Read Part 1: Understanding Employer Branding to Get What You Want

This sentiment, according to CultureQ Project research, represents a paradigm shift in today’s workforce culture, where technology has removed the boundaries that historically divided work and personal lives. Employees are now ascribing organizations with the characteristics of friends, family, and even enemies—looking for them to focus on the things we care about and if they don’t, joining forces with a company that does. In effect, a company is no longer just a company and a job is no longer just a job. Because of this, job seeking is about aligning your intrinsic motivation with the performance achievements of your work.

CultureQ Project identified two trends that have formed an inextricable link between business and society: 1) The unprecedented level of transparency brought on by social media has given employees power over their employer’s reputation, 2) With the lack of trust in governments to solve social problems and society’s challenges, employees look to their employers to help them achieve their ideals.
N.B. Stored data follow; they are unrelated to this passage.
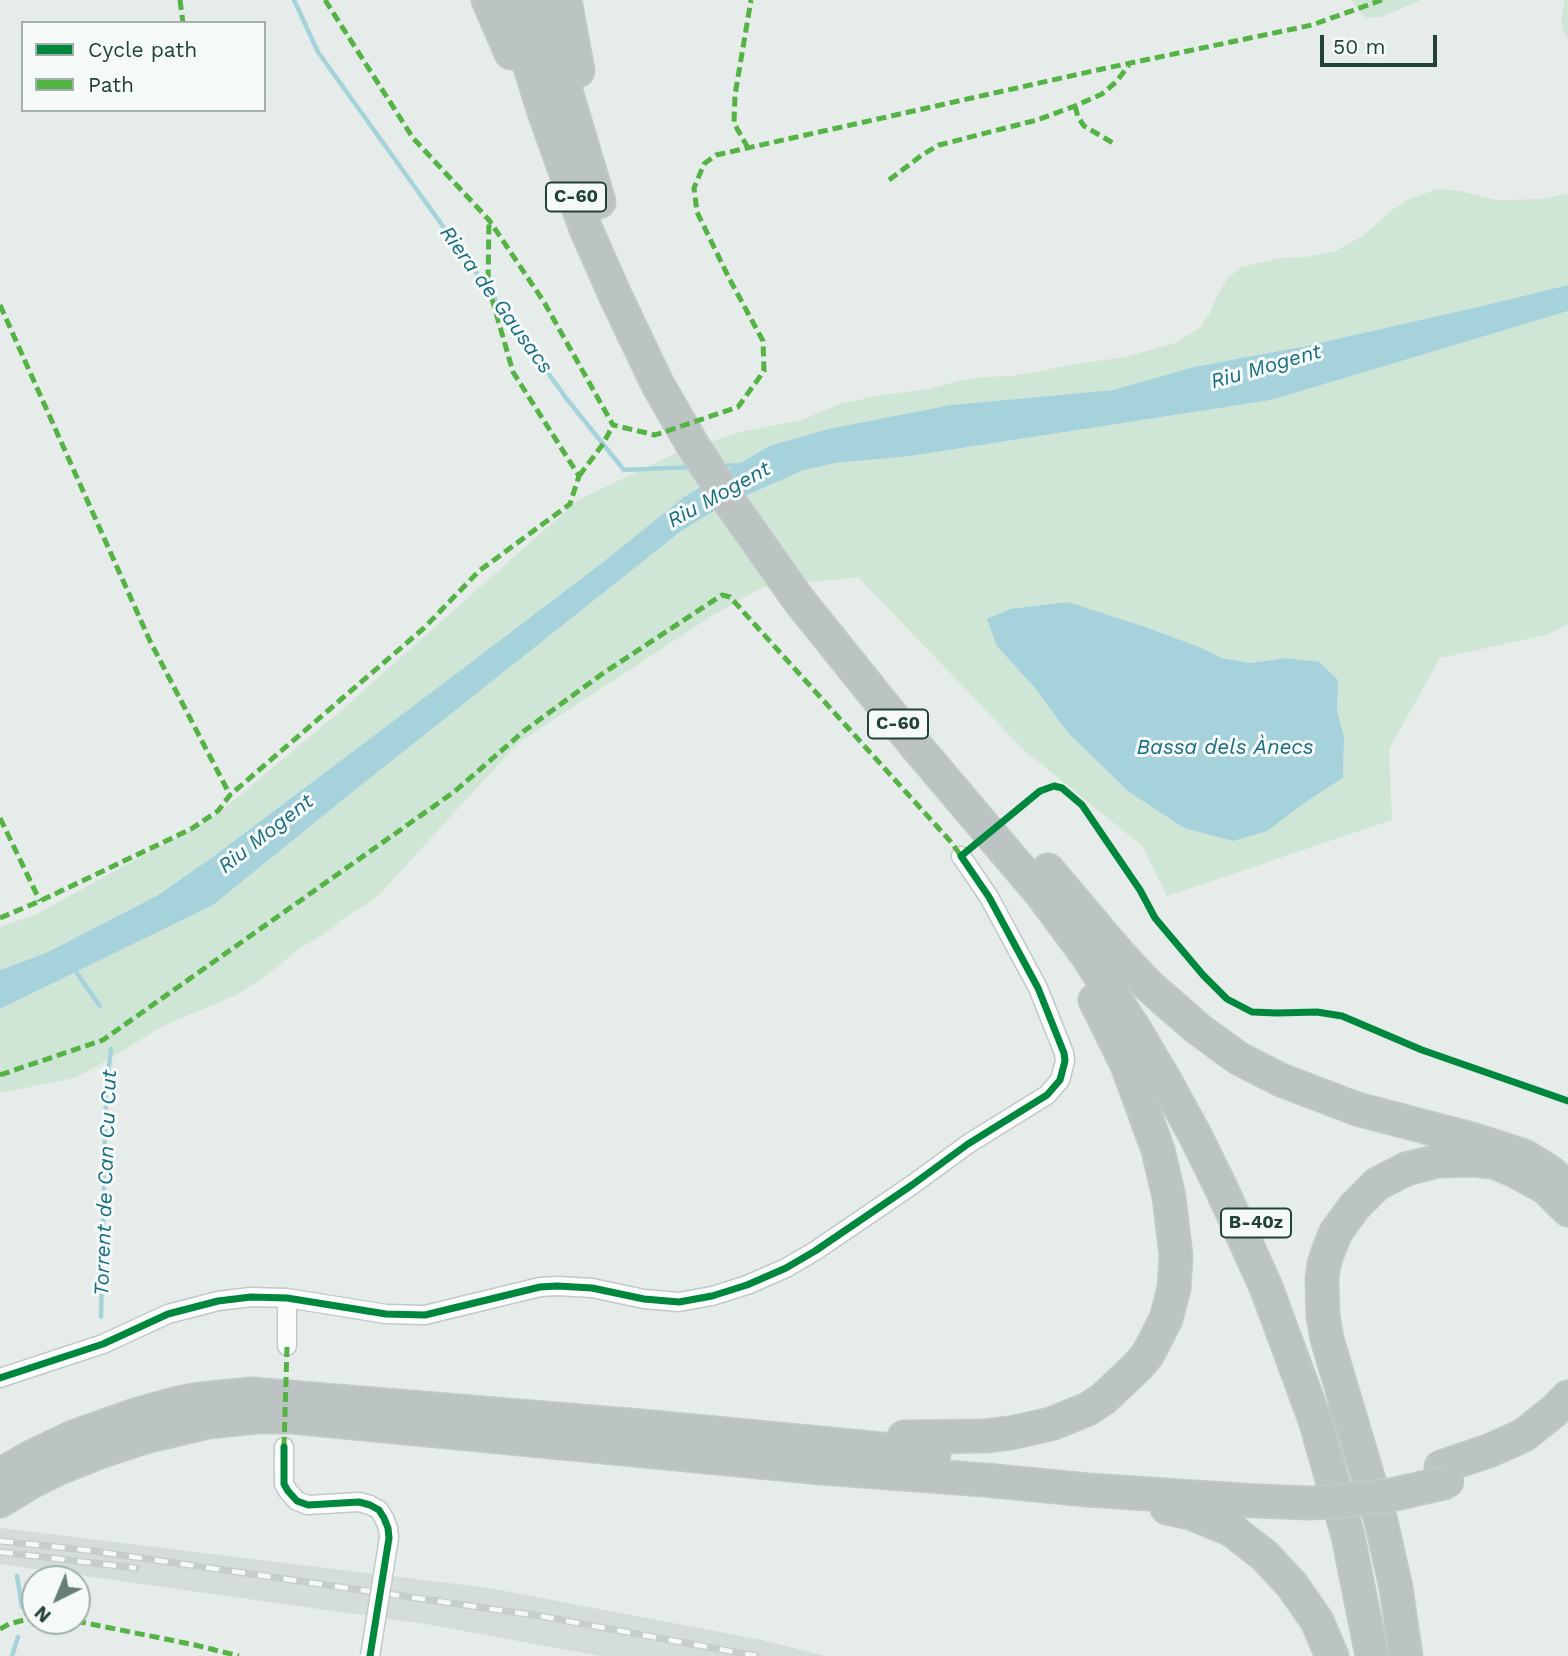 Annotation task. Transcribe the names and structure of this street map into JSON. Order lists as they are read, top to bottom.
{
  "streets": {
    "highway": ["C-60", "B-40z"]
  },
  "crossings": [
    ["C-60", "B-40z"]
  ],
  "water": [
    "Riera de Gausacs",
    "Riu Mogent",
    "Bassa dels Ànecs",
    "Torrent de Can Cu Cut"
  ],
  "legend": ["Cycle path", "Path"],
  "scale_bar": "50 m",
  "north": "bottom left"
}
Not to be mistaken however, the employee-employer relationship is as much dependent on you, the employee, as it is dependent on the employer.  Your intrinsic motivation is something that no company can dictate. You must foster your own connection to something deeper and more meaningful than a paycheck.

The way to determine if your intrinsic motivation is aligned with an organization is by evaluating its mission, how that mission is manifested in the workplace, and the benefits provided to help you reach your goals—both personal and professional.

Mission

A thoughtful mission statement helps link employees to a larger purpose. In modern society, the best employers are those that help us achieve our personal goals and collaborate with us to address larger, more generalized worries about the economy, environment, and the world. The mission of an organization is the organization’s ethos, it is the reason why they do what they do.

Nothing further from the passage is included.